DATA SUPPLIED
Segment Open
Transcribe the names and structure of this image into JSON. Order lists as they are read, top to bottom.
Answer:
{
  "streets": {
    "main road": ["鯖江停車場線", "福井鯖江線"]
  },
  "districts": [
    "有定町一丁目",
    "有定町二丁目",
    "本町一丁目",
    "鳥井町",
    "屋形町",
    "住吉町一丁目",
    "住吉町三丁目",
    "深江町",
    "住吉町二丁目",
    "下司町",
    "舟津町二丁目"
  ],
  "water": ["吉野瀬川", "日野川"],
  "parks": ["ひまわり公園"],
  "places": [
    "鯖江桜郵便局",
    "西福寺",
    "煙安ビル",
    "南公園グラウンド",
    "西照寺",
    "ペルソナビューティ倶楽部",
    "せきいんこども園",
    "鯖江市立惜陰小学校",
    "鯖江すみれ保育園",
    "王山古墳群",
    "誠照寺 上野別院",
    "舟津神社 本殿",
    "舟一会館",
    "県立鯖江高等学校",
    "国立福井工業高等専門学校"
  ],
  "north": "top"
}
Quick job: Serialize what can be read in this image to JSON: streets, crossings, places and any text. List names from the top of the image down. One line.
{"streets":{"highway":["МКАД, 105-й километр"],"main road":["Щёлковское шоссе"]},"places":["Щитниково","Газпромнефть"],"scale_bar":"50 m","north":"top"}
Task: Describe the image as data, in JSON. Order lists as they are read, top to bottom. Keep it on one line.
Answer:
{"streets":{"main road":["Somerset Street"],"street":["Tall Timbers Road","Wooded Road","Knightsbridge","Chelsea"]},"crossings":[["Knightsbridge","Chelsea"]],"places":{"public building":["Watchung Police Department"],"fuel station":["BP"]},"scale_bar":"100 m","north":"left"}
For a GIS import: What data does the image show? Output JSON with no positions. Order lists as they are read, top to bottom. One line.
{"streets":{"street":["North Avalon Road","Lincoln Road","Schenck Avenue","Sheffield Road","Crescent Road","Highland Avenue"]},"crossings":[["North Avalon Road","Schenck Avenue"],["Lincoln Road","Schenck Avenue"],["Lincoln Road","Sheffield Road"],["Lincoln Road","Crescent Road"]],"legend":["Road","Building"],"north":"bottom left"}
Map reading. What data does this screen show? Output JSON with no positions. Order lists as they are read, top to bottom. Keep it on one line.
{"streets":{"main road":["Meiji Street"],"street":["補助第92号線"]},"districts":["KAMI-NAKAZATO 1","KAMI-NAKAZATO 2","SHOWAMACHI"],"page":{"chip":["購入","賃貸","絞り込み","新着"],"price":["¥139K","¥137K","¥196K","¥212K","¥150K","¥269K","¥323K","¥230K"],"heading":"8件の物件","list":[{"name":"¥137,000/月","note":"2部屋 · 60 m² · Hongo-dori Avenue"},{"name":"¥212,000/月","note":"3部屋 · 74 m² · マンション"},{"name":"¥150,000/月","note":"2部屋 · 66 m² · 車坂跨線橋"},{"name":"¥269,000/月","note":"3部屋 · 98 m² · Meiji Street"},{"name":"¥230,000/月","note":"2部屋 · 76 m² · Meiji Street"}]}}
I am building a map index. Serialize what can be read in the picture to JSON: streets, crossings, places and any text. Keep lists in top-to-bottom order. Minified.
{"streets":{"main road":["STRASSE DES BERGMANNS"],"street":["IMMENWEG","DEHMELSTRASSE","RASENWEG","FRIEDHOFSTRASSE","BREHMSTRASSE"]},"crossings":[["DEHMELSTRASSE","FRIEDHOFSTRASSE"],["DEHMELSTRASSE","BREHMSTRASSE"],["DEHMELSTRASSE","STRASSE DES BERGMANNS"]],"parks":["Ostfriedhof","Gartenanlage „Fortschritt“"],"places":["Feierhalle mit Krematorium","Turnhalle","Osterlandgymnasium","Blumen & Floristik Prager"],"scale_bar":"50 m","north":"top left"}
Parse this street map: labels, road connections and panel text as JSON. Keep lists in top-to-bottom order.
Segment Closed
ACTIVITY
The full listing above should be transcribed exactly.

TASK SOLUTION
Transcribe the names and structure of this image into JSON. Order lists as they are read, top to bottom.
Answer:
{
  "streets": {
    "main road": ["鯖江停車場線", "福井鯖江線"]
  },
  "districts": [
    "有定町一丁目",
    "有定町二丁目",
    "本町一丁目",
    "鳥井町",
    "屋形町",
    "住吉町一丁目",
    "住吉町三丁目",
    "深江町",
    "住吉町二丁目",
    "下司町",
    "舟津町二丁目"
  ],
  "water": ["吉野瀬川", "日野川"],
  "parks": ["ひまわり公園"],
  "places": [
    "鯖江桜郵便局",
    "西福寺",
    "煙安ビル",
    "南公園グラウンド",
    "西照寺",
    "ペルソナビューティ倶楽部",
    "せきいんこども園",
    "鯖江市立惜陰小学校",
    "鯖江すみれ保育園",
    "王山古墳群",
    "誠照寺 上野別院",
    "舟津神社 本殿",
    "舟一会館",
    "県立鯖江高等学校",
    "国立福井工業高等専門学校"
  ],
  "north": "top"
}
Quick job: Serialize what can be read in this image to JSON: streets, crossings, places and any text. List names from the top of the image down. One line.
{"streets":{"highway":["МКАД, 105-й километр"],"main road":["Щёлковское шоссе"]},"places":["Щитниково","Газпромнефть"],"scale_bar":"50 m","north":"top"}
Task: Describe the image as data, in JSON. Order lists as they are read, top to bottom. Keep it on one line.
Answer:
{"streets":{"main road":["Somerset Street"],"street":["Tall Timbers Road","Wooded Road","Knightsbridge","Chelsea"]},"crossings":[["Knightsbridge","Chelsea"]],"places":{"public building":["Watchung Police Department"],"fuel station":["BP"]},"scale_bar":"100 m","north":"left"}
For a GIS import: What data does the image show? Output JSON with no positions. Order lists as they are read, top to bottom. One line.
{"streets":{"street":["North Avalon Road","Lincoln Road","Schenck Avenue","Sheffield Road","Crescent Road","Highland Avenue"]},"crossings":[["North Avalon Road","Schenck Avenue"],["Lincoln Road","Schenck Avenue"],["Lincoln Road","Sheffield Road"],["Lincoln Road","Crescent Road"]],"legend":["Road","Building"],"north":"bottom left"}
Map reading. What data does this screen show? Output JSON with no positions. Order lists as they are read, top to bottom. Keep it on one line.
{"streets":{"main road":["Meiji Street"],"street":["補助第92号線"]},"districts":["KAMI-NAKAZATO 1","KAMI-NAKAZATO 2","SHOWAMACHI"],"page":{"chip":["購入","賃貸","絞り込み","新着"],"price":["¥139K","¥137K","¥196K","¥212K","¥150K","¥269K","¥323K","¥230K"],"heading":"8件の物件","list":[{"name":"¥137,000/月","note":"2部屋 · 60 m² · Hongo-dori Avenue"},{"name":"¥212,000/月","note":"3部屋 · 74 m² · マンション"},{"name":"¥150,000/月","note":"2部屋 · 66 m² · 車坂跨線橋"},{"name":"¥269,000/月","note":"3部屋 · 98 m² · Meiji Street"},{"name":"¥230,000/月","note":"2部屋 · 76 m² · Meiji Street"}]}}
I am building a map index. Serialize what can be read in the picture to JSON: streets, crossings, places and any text. Keep lists in top-to-bottom order. Minified.
{"streets":{"main road":["STRASSE DES BERGMANNS"],"street":["IMMENWEG","DEHMELSTRASSE","RASENWEG","FRIEDHOFSTRASSE","BREHMSTRASSE"]},"crossings":[["DEHMELSTRASSE","FRIEDHOFSTRASSE"],["DEHMELSTRASSE","BREHMSTRASSE"],["DEHMELSTRASSE","STRASSE DES BERGMANNS"]],"parks":["Ostfriedhof","Gartenanlage „Fortschritt“"],"places":["Feierhalle mit Krematorium","Turnhalle","Osterlandgymnasium","Blumen & Floristik Prager"],"scale_bar":"50 m","north":"top left"}
Parse this street map: labels, road connections and panel text as JSON. Keep lists in top-to-bottom order.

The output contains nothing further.